In [1]:
import warnings
warnings.filterwarnings("ignore")

from evaluation_metric import *
from baseline_model import *
import pandas as pd
import matplotlib.pyplot as plt
import seaborn as sns
import pickle
import gc

In [2]:
train_data = pd.read_parquet('Data/train_data_aggV3.parquet')
train_data.set_index('customer_ID', inplace=True)
train_labels = pd.read_pickle('Data/train_labels.pkl').loc[train_data.index]

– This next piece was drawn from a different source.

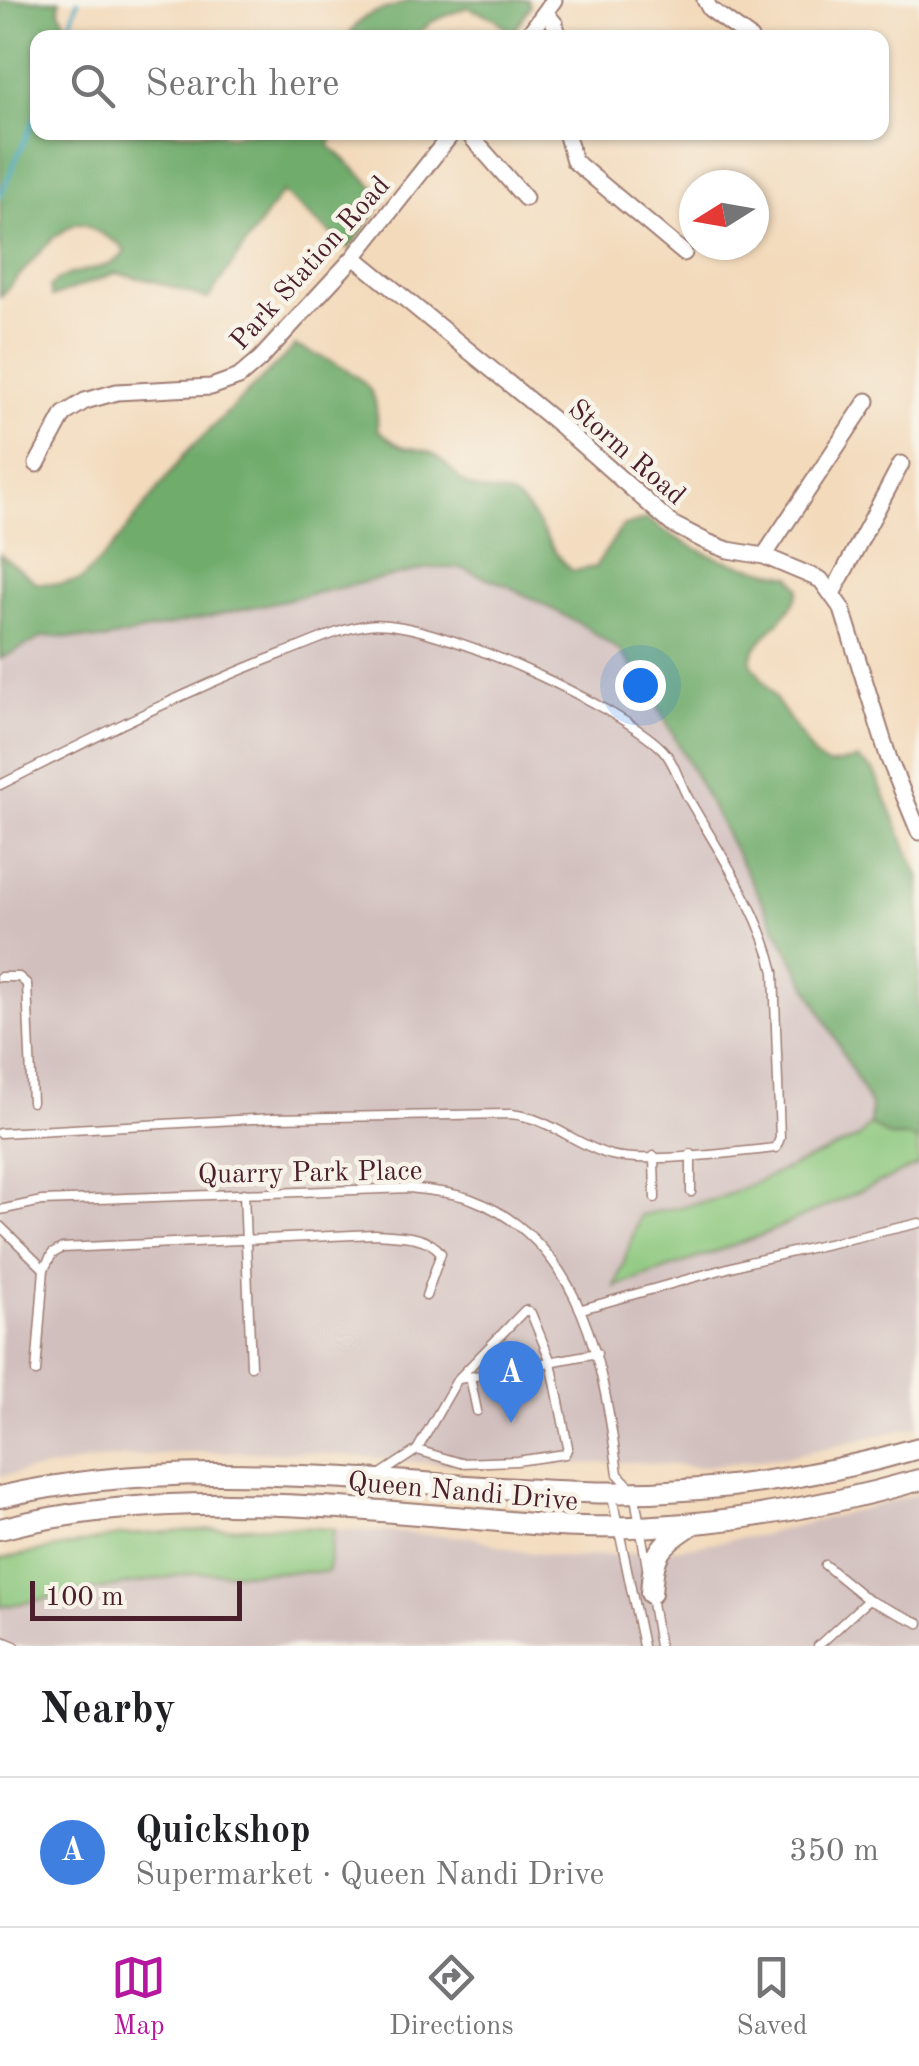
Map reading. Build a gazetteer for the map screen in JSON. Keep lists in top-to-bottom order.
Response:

train_data.shape, train_labels.shape

((458913, 637), (458913, 1))

In [3]:
train_data.drop(columns=['target', 'cid', 'S_2'],axis=1, inplace=True)
train_data.dtypes.unique()

array([Float32Dtype(), dtype('int16'), dtype('float32'), dtype('int8'),
       Float64Dtype(), dtype('float64')], dtype=object)

In [4]:
Float32D_columns = train_data.columns[train_data.dtypes == 'Float32'].values
Float64D_columns = train_data.columns[train_data.dtypes == 'Float64'].values
int16_columns = train_data.columns[train_data.dtypes == 'int16'].values
int8_columns = train_data.columns[train_data.dtypes == 'int8'].values

train_data[Float32D_columns] = train_data[Float32D_columns].astype('float32')
train_data[Float64D_columns] = train_data[Float64D_columns].astype('float32')
train_data[int16_columns] = train_data[int16_columns].astype('float32')
train_data[int8_columns] = train_data[int8_columns].astype('int32')

In [5]:
train_data.dtypes.unique()

array([dtype('float32'), dtype('int32'), dtype('float64')], dtype=object)

In [6]:
models, importances, df_results, score_cv = base_model_lgbm(train_data, train_labels)

Fold: 0 - seed: 0
[LightGBM] [Info] Number of positive: 95062, number of negative: 272068
You can set `force_col_wise=true` to remove the overhead.
[LightGBM] [Info] Total Bins 111695
[LightGBM] [Info] Number of data points in the train set: 367130, number of used features: 629
[LightGBM] [Info] [binary:BoostFromScore]: pavg=0.258933 -> initscore=-1.051523
[LightGBM] [Info] Start training from score -1.051523
Training until validation scores don't improve for 1500 rounds
[500]	valid_0's binary_logloss: 0.23137	valid_0's AMEX: 0.775454
[1000]	valid_0's binary_logloss: 0.22334	valid_0's AMEX: 0.785643
[1500]	valid_0's binary_logloss: 0.220837	valid_0's AMEX: 0.789515
[2000]	valid_0's binary_logloss: 0.219684	valid_0's AMEX: 0.790374
[2500]	valid_0's binary_logloss: 0.21911	valid_0's AMEX: 0.791341
[3000]	valid_0's binary_logloss: 0.218776	valid_0's AMEX: 0.791821
[3500]	valid_0's binary_logloss: 0.218527	valid_0's AMEX: 0.791893
[4000]	valid_0's binary_logloss: 0.218389	valid_0's AMEX: 0

KeyboardInterrupt: 

In [None]:
df_results

In [None]:
pickle.dump(models, open("Models/models_baseline_7.pkl", "wb"))
pickle.dump(importances, open("Models/importances_baseline_7.pkl", "wb"))

In [None]:
def plot_importance(ii, features, PLOT_TOP_N = 50, figsize=(10, 10)):
    importance_df = pd.DataFrame(data=importances, columns=features)
    sorted_indices = importance_df.median(axis=0).sort_values(ascending=False).index
    sorted_importance_df = importance_df.loc[:, sorted_indices]
    plot_cols = sorted_importance_df.columns[:PLOT_TOP_N]
    _, ax = plt.subplots(figsize=figsize)
    ax.grid()
    ax.set_xscale('log')
    ax.set_ylabel('Feature')
    ax.set_xlabel('Importance')
    sns.boxplot(data=sorted_importance_df[plot_cols],
                orient='h',
                ax=ax)
    plt.show()

    
plot_importance(np.array(importances),train_data.columns, PLOT_TOP_N = 100, figsize=(10, 20))

In [None]:
models = pd.read_pickle('Models/models_baseline_7.pkl')
prediction_list = []
for keys in models.keys():
    prediction_list.append(models[keys].predict(train_data))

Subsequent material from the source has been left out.